Competenze non cognitive/2. Una ‘contraddizione in termini’?

In totale contrasto con la quasi unanimità verificatasi in Parlamento sulla legge che introduce le competenze non cognitive nella scuola italiana, sia pure in via sperimentale, si muove un movimento come “La nostra scuola”, un gruppo cui aderiscono noti docenti universitari e intellettuali (tra i quali Alessandro Barbero, Luciano Canfora, Ivano Dionigi, Vito Mancuso, Dacia Maraini, Tomaso Montanari, Adriano Prosperi, Massimo Recalcati, Lucio Russo, Salvatore Settis, Gustavo Zagrebelsky), promotori del  “Manifesto per la nuova Scuola”, un documento lanciato alcuni mesi or sono anche sulla piattaforma change.org che ha raccolto finora oltre 17.000 firme e che spara a zero contro la legge.

Le competenze non cognitive”, scrive un esponente del movimento, Luca Malgioglio, “sono una contraddizione in termini (come se la scuola dovesse insegnare a NON pensare e a NON sapere) e non hanno alcun senso didattico, pedagogico e psicologico: possono essere però un ottimo grimaldello per scardinare l’istruzione pubblica, incentrata sul valore formativo della conoscenza”.

A suo avviso l’elenco delle competenze non cognitive “stilato da Maurizio Lupi è grottesco sia nel suo para-aziendalismo (‘capacità di collaborare’, senza precisare a cosa, ‘affidabilità’ e ‘adattabilità’), sia nel paradosso orwelliano di considerare ‘non cognitive’ l’apertura mentale, la capacità di prendere iniziative, di pensare per problemi: come si fa a ‘pensare per problemi’ se non si pensa (‘non cognitivo’) e se non si conoscono i termini del problema?”. 

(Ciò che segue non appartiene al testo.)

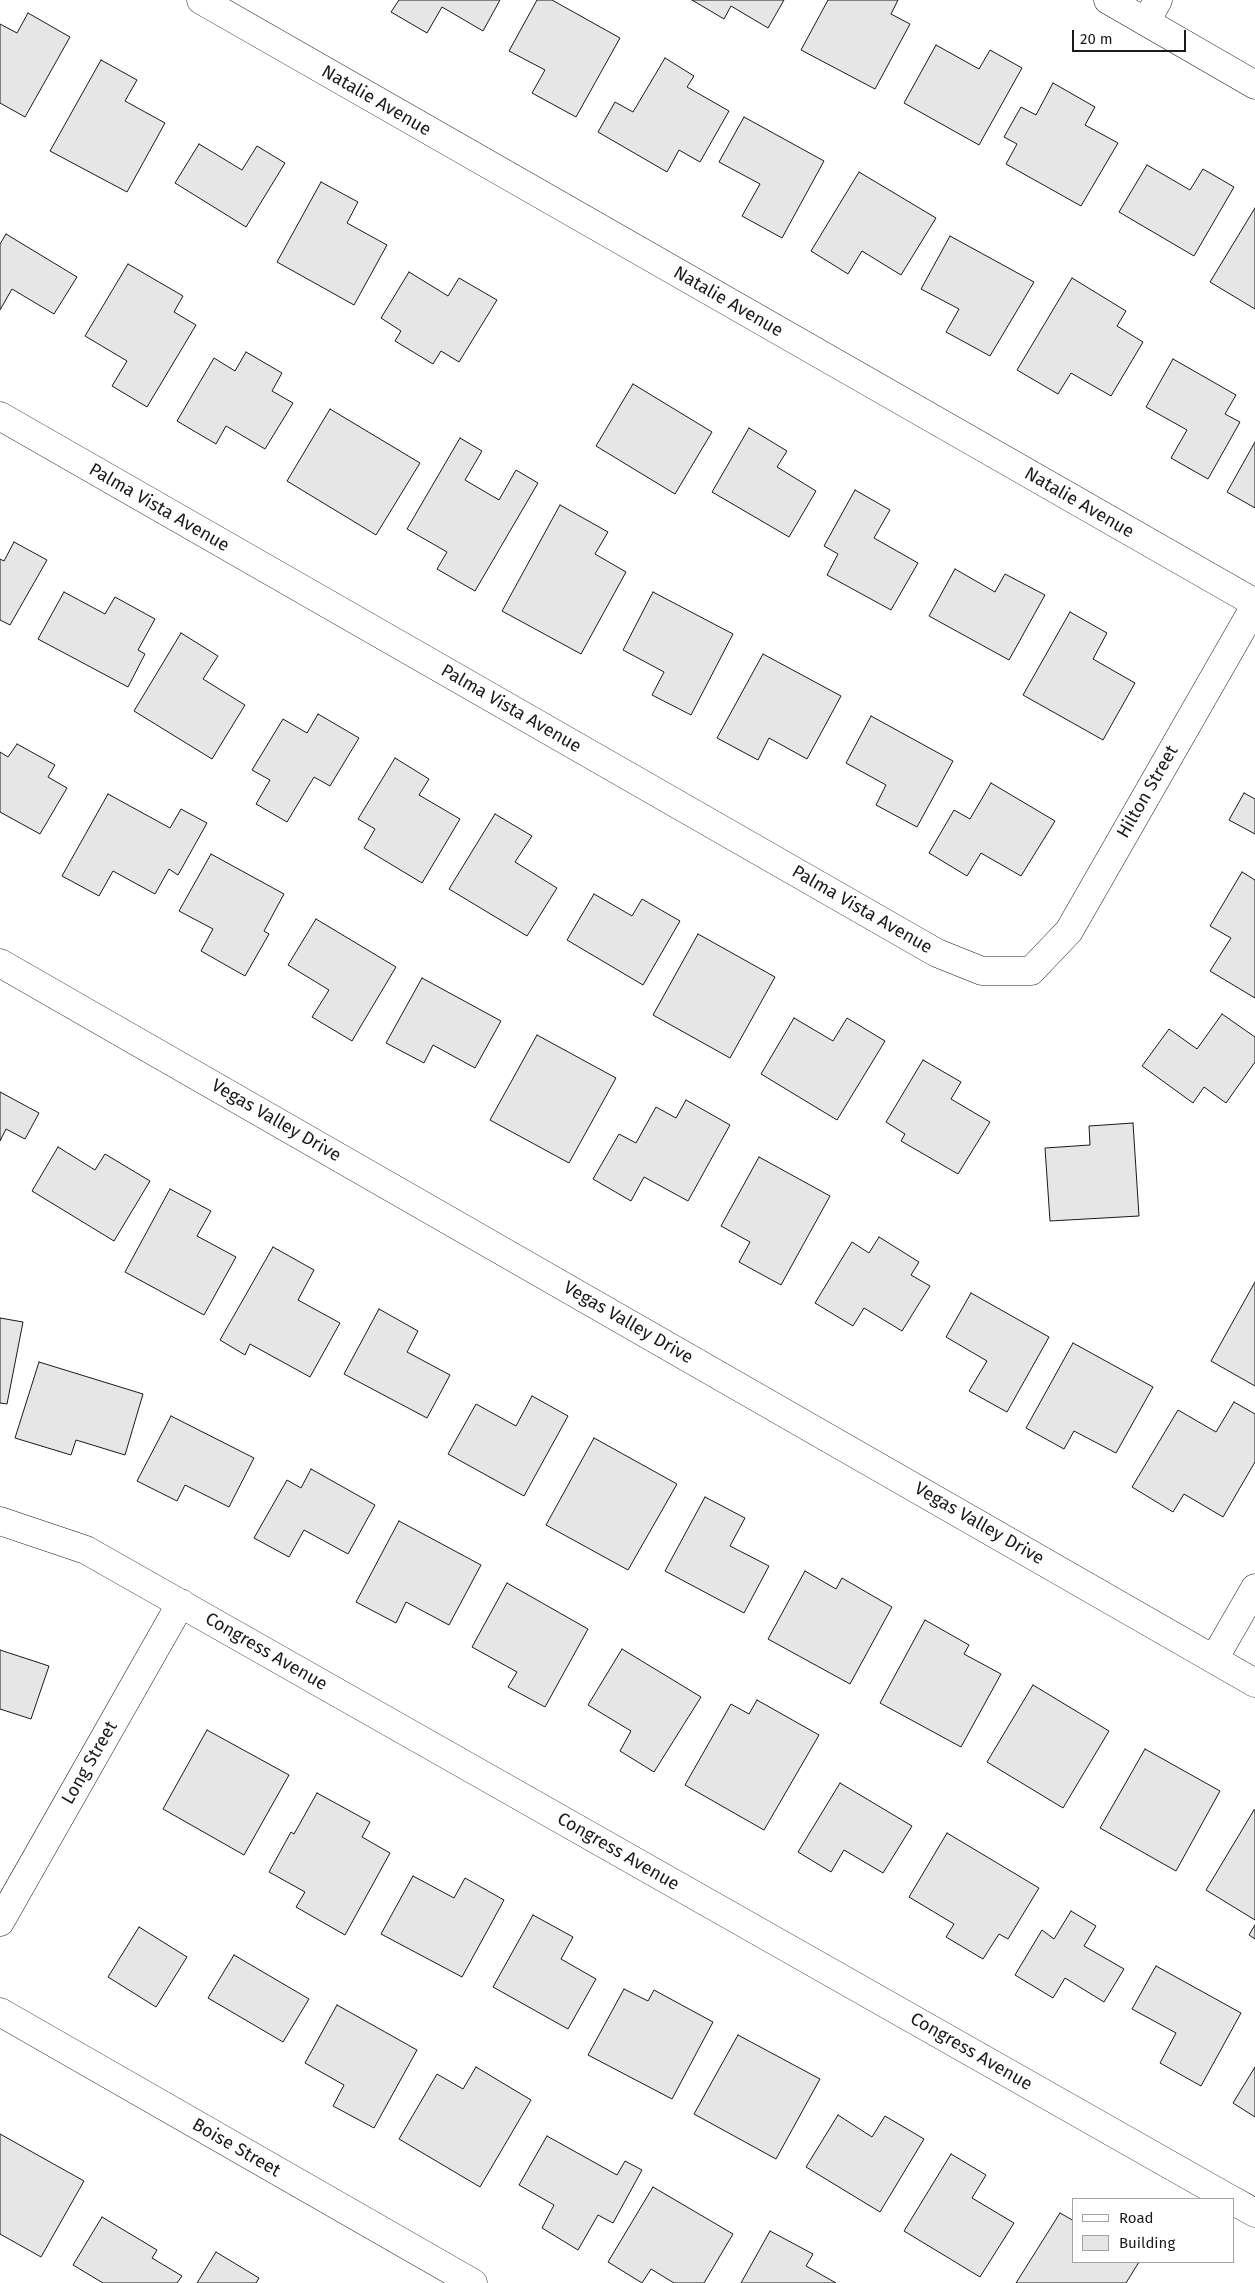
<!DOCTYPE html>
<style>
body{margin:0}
#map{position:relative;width:1255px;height:2283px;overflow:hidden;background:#fff;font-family:"Fira Sans",sans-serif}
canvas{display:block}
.legend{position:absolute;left:1072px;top:2198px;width:162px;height:65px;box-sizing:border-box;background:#fff;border:1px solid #a3a3a3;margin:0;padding:6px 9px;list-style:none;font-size:15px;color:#1a1a1a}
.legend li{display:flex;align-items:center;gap:10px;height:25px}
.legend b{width:25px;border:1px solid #a3a3a3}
.scale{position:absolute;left:1072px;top:30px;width:114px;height:22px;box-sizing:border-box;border:2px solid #1a1a1a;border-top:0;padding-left:6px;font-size:15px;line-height:18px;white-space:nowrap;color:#1a1a1a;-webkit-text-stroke:4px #fff;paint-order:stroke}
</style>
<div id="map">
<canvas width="1255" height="2283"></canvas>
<ul class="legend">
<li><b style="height:6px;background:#fff"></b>Road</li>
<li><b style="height:14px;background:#e6e6e6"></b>Building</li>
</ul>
<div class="scale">20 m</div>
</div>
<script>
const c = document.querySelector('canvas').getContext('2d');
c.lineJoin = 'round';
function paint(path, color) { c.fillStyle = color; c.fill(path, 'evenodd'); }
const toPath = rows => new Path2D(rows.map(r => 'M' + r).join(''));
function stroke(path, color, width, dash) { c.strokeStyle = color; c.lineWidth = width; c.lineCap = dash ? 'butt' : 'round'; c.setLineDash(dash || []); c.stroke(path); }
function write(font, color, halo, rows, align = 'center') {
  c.font = font + ' "Fira Sans",sans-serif'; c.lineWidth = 4; c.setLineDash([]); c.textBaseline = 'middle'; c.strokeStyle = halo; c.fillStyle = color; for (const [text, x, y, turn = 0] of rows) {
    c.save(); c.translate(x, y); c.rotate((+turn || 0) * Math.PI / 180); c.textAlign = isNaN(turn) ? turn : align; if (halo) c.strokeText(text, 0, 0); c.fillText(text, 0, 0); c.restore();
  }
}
const building = toPath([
 [399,0,500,0,483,31,442,7,427,33,391,12,399,0],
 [537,0,552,0,620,38,576,117,532,93,545,70,509,51,537,0],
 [692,0,784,0,768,28,731,6,724,19,692,0],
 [828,0,898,0,891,14,910,24,875,89,801,50,828,0],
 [28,13,70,37,25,117,0,103,0,24,17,33,28,13],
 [936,45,979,69,990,50,1022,68,979,145,904,103,936,45],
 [665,58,694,76,687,87,729,111,700,162,679,150,667,172,598,132,615,102,633,112,665,58],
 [101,60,137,80,125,101,165,123,127,192,50,151,101,60],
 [1053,83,1095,107,1085,125,1118,143,1081,206,1006,164,1017,144,1004,137,1021,107,1036,115,1053,83],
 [744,117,824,161,782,238,742,216,760,184,719,162,744,117],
 [199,144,242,170,257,146,285,163,246,227,175,183,199,144],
 [1147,165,1190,190,1203,169,1234,187,1194,256,1119,212,1147,165],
 [859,172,936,218,901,275,862,251,848,274,811,251,859,172],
 [321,182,358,202,347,223,387,245,354,305,277,262,321,182],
 [1255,208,1255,309,1210,282,1255,208],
 [6,234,77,277,54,314,12,289,0,310,0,244,6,234],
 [950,236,1034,282,990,356,946,332,959,309,921,289,950,236],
 [128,264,183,296,174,312,196,325,147,407,112,386,127,361,85,336,128,264],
 [409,272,448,296,459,278,497,300,459,362,441,351,433,364,395,341,401,331,381,318,409,272],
 [1072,278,1126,311,1117,326,1143,342,1111,396,1071,373,1058,394,1017,370,1072,278],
 [246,352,282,373,272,391,293,403,265,449,226,426,216,444,177,421,214,358,235,371,246,352],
 [1173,359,1236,395,1225,414,1240,422,1208,479,1171,458,1187,430,1146,407,1173,359],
 [633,384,712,432,675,494,596,446,633,384],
 [330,409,420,463,376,535,287,481,330,409],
 [749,428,787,451,777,467,816,491,789,537,712,492,749,428],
 [460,438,482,451,465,480,499,500,516,470,538,483,475,591,437,569,447,552,407,529,460,438],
 [1255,442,1255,508,1227,492,1255,442],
 [855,490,890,510,874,538,918,563,891,610,827,575,838,554,824,546,855,490],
 [560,505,608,532,595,554,626,572,581,654,502,611,560,505],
 [14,542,47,560,10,625,0,620,0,559,4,561,14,542],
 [955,569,995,592,1005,574,1045,595,1009,660,929,616,955,569],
 [64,592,105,614,115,597,155,619,138,650,145,654,128,687,38,639,64,592],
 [653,592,733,634,691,715,652,695,664,672,623,650,653,592],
 [1070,612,1107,633,1093,659,1135,683,1103,740,1023,695,1070,612],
 [181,633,218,656,203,679,245,705,212,759,134,711,181,633],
 [763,654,841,696,807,759,769,738,758,760,717,738,763,654],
 [318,714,359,738,330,786,314,777,287,822,256,804,270,780,252,770,283,719,307,733,318,714],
 [871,716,953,761,917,827,876,805,886,785,846,763,871,716],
 [17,744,55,765,48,777,67,788,40,834,0,812,0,752,8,757,17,744],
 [395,758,429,779,419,795,460,819,422,883,364,848,375,829,358,819,395,758],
 [991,783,1055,821,1021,876,981,853,967,876,929,853,954,810,970,819,991,783],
 [1244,793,1255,799,1255,834,1229,820,1244,793],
 [108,794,170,828,181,809,207,823,178,875,169,869,155,894,113,871,99,896,62,876,108,794],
 [495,814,532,836,515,862,557,888,527,936,449,889,495,814],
 [211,854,284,894,264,931,269,934,245,976,201,951,213,929,179,911,211,854],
 [1242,872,1255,880,1255,998,1210,971,1231,938,1210,926,1242,872],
 [594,894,632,916,642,899,680,921,643,985,567,940,594,894],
 [316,919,396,967,352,1041,312,1017,329,990,288,965,316,919],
 [698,934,775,977,730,1058,653,1015,698,934],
 [422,978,501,1021,475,1068,433,1045,424,1063,386,1043,422,978],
 [1222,1014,1255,1037,1255,1062,1226,1103,1204,1087,1193,1103,1142,1066,1169,1029,1197,1049,1222,1014],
 [794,1018,833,1041,847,1018,885,1041,837,1120,761,1074,794,1018],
 [537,1035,616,1078,569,1163,490,1120,537,1035],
 [923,1060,961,1082,951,1099,990,1122,958,1174,901,1141,905,1134,886,1122,923,1060],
 [0,1092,39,1113,25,1139,6,1129,0,1141,0,1092],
 [686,1100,730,1125,688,1201,644,1177,631,1201,593,1179,619,1134,636,1143,656,1107,676,1118,686,1100],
 [1133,1123,1139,1216,1050,1221,1045,1148,1090,1145,1089,1126,1133,1123],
 [58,1147,95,1170,105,1154,150,1181,114,1241,32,1191,58,1147],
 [759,1157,830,1196,781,1285,739,1262,750,1242,721,1226,759,1157],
 [170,1189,211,1211,197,1236,236,1257,204,1315,125,1272,170,1189],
 [879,1237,919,1262,911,1275,930,1286,902,1331,864,1308,853,1326,815,1303,852,1242,869,1253,879,1237],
 [273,1247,314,1270,298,1300,340,1323,310,1377,250,1344,245,1355,220,1340,273,1247],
 [1255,1282,1255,1386,1211,1361,1255,1282],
 [971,1293,1049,1337,1007,1412,969,1391,987,1361,946,1337,971,1293],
 [379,1309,418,1331,407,1352,450,1375,427,1418,344,1374,379,1309],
 [0,1318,23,1322,7,1404,0,1403,0,1318],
 [1073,1343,1153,1387,1116,1453,1074,1431,1064,1449,1026,1428,1073,1343],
 [39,1362,143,1394,125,1455,76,1440,71,1455,15,1438,39,1362],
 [532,1396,568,1416,524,1496,448,1454,476,1404,516,1426,532,1396],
 [1234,1402,1255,1414,1255,1462,1223,1517,1184,1494,1173,1512,1132,1487,1178,1410,1216,1432,1234,1402],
 [171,1416,254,1458,229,1507,185,1485,177,1501,137,1481,171,1416],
 [594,1438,677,1484,628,1570,546,1525,594,1438],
 [311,1469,375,1505,348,1554,304,1530,289,1557,254,1538,287,1480,301,1488,311,1469],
 [705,1497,745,1518,730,1546,769,1566,744,1613,665,1571,705,1497],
 [399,1521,481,1565,449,1625,406,1602,396,1623,356,1602,399,1521],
 [805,1571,836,1589,842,1578,892,1607,850,1684,768,1639,805,1571],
 [507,1583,588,1629,545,1707,508,1687,517,1672,472,1647,507,1583],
 [925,1620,969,1645,964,1654,1001,1674,961,1747,880,1703,925,1620],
 [622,1649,701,1697,654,1772,620,1751,631,1731,588,1705,622,1649],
 [0,1650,49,1666,31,1719,0,1709,0,1650],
 [1033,1685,1109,1731,1063,1808,987,1762,1033,1685],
 [757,1700,819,1735,764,1830,685,1785,731,1704,749,1714,757,1700],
 [207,1730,289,1775,244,1855,163,1809,207,1730],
 [1145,1749,1220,1791,1176,1871,1100,1828,1145,1749],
 [840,1783,912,1826,883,1873,844,1850,831,1872,798,1852,840,1783],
 [317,1793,370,1822,362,1837,390,1853,345,1935,296,1907,305,1892,269,1872,291,1832,294,1834,317,1793],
 [1254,1810,1255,1810,1255,1920,1206,1890,1254,1810],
 [947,1833,1039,1888,1008,1939,999,1934,983,1959,946,1937,954,1924,909,1897,947,1833],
 [413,1876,454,1898,465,1878,504,1900,462,1977,381,1934,413,1876],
 [1071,1911,1096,1926,1084,1946,1124,1969,1104,2002,1065,1978,1053,1998,1015,1975,1042,1930,1054,1939,1071,1911],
 [533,1915,573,1937,561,1959,596,1979,568,2029,493,1987,533,1915],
 [1255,1925,1255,1939,1249,1935,1255,1925],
 [139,1927,187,1957,156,2007,108,1977,139,1927],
 [234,1955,309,1999,283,2042,208,1998,234,1955],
 [1156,1966,1241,2013,1201,2086,1160,2063,1176,2033,1132,2009,1156,1966],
 [624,1989,648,2001,654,1990,713,2022,672,2099,588,2055,624,1989],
 [337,2005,417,2050,374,2128,333,2106,344,2085,305,2063,337,2005],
 [738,2035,820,2079,776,2159,694,2114,738,2035],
 [476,2067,531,2100,480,2187,399,2139,437,2074,463,2089,476,2067],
 [1255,2067,1255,2117,1233,2103,1255,2067],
 [838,2115,872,2137,885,2116,924,2139,880,2212,806,2167,838,2115],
 [0,2134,84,2181,41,2257,0,2234,0,2134],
 [547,2136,617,2175,625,2161,642,2170,613,2223,598,2215,578,2250,542,2228,554,2205,519,2185,547,2136],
 [951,2154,986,2175,972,2198,1014,2223,980,2277,904,2231,951,2154],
 [653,2187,733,2234,704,2283,674,2283,651,2269,642,2283,608,2262,653,2187],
 [1060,2213,1074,2221,1074,2262,1139,2262,1126,2283,1016,2283,1060,2213],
 [102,2217,157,2250,152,2258,182,2276,177,2283,103,2283,73,2265,102,2217],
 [770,2231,813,2254,806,2266,836,2283,741,2283,770,2231],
 [216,2252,259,2278,256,2283,197,2283,216,2252]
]);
paint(building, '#e6e6e6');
stroke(building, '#1a1a1a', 1);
const minor = toPath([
 [201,0,1255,603],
 [1108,0,1255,85],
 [1146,22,1158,0],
 [0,416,937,953,982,971,1031,971,1069,931,1255,606],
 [0,1521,86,1550,1230,2199],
 [1214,1659,1255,1588],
 [0,1922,181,1603],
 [0,2012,473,2283],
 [1234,2201,1255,2213]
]);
const tertiary = toPath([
 [0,963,1255,1683]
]);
stroke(minor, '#1a1a1a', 29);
stroke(tertiary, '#1a1a1a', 29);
stroke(minor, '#fff', 28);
stroke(tertiary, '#fff', 28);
write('18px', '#1a1a1a', '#fff', [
 ["Natalie Avenue",376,101,30],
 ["Natalie Avenue",728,302,30],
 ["Natalie Avenue",1079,503,30],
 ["Palma Vista Avenue",159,508,30],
 ["Palma Vista Avenue",511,709,30],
 ["Hilton Street",1148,792,-60],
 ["Palma Vista Avenue",862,910,30],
 ["Vegas Valley Drive",276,1121,30],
 ["Vegas Valley Drive",628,1323,30],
 ["Vegas Valley Drive",979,1524,30],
 ["Congress Avenue",266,1652,30],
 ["Long Street",90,1763,-60],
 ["Congress Avenue",618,1852,30],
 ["Congress Avenue",971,2052,30],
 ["Boise Street",236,2148,30]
]);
</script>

Riemerge qui la radicale diffidenza dei citati intellettuali, e degli insegnanti che ne condividono le tesi, nei confronti del concetto di “competenza” riferito all’apprendimento scolastico. A loro giudizio, come si legge nel citato “Manifesto” “la scuola deve essere incentrata sui contenuti disciplinari, sul loro apprendimento, sulla loro attualizzazione, sulla loro rielaborazione, sul ‘gioco’ delle idee e delle conoscenze”, mentre “la retorica delle competenze, nata in ambito aziendale e lavorativo, non può applicarsi ai processi lunghi e non lineari dell’apprendimento e della crescita”.

Sembra peraltro difficile che queste posizioni, che sembrano riecheggiare l’antica diffidenza gentiliana verso le scienze sociali e la pedagogia (“chi sa veramente, sa anche insegnare”), possano influenzare il destino di questa legge al Senato. (O.N.)